Task:
Every line of the material below needs to be written out exactly, please.

(Input data)

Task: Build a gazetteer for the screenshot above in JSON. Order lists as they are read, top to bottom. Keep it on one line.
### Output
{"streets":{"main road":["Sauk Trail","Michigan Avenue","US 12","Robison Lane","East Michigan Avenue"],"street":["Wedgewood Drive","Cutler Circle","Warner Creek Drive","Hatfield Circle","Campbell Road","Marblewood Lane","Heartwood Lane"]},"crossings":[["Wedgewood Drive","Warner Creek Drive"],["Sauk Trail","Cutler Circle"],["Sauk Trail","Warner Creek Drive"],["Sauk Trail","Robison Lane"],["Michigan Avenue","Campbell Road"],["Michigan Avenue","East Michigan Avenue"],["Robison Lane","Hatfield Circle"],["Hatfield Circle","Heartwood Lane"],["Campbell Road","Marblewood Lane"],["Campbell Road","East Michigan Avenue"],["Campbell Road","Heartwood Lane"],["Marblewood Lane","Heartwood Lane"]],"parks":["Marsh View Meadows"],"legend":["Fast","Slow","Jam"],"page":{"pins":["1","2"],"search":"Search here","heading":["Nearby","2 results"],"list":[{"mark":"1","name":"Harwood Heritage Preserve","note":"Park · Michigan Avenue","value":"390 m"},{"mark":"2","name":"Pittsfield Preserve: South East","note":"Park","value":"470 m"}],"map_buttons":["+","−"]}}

(End Input data)

Solved problem:
Task: Build a gazetteer for the screenshot above in JSON. Order lists as they are read, top to bottom. Keep it on one line.
### Output
{"streets":{"main road":["Sauk Trail","Michigan Avenue","US 12","Robison Lane","East Michigan Avenue"],"street":["Wedgewood Drive","Cutler Circle","Warner Creek Drive","Hatfield Circle","Campbell Road","Marblewood Lane","Heartwood Lane"]},"crossings":[["Wedgewood Drive","Warner Creek Drive"],["Sauk Trail","Cutler Circle"],["Sauk Trail","Warner Creek Drive"],["Sauk Trail","Robison Lane"],["Michigan Avenue","Campbell Road"],["Michigan Avenue","East Michigan Avenue"],["Robison Lane","Hatfield Circle"],["Hatfield Circle","Heartwood Lane"],["Campbell Road","Marblewood Lane"],["Campbell Road","East Michigan Avenue"],["Campbell Road","Heartwood Lane"],["Marblewood Lane","Heartwood Lane"]],"parks":["Marsh View Meadows"],"legend":["Fast","Slow","Jam"],"page":{"pins":["1","2"],"search":"Search here","heading":["Nearby","2 results"],"list":[{"mark":"1","name":"Harwood Heritage Preserve","note":"Park · Michigan Avenue","value":"390 m"},{"mark":"2","name":"Pittsfield Preserve: South East","note":"Park","value":"470 m"}],"map_buttons":["+","−"]}}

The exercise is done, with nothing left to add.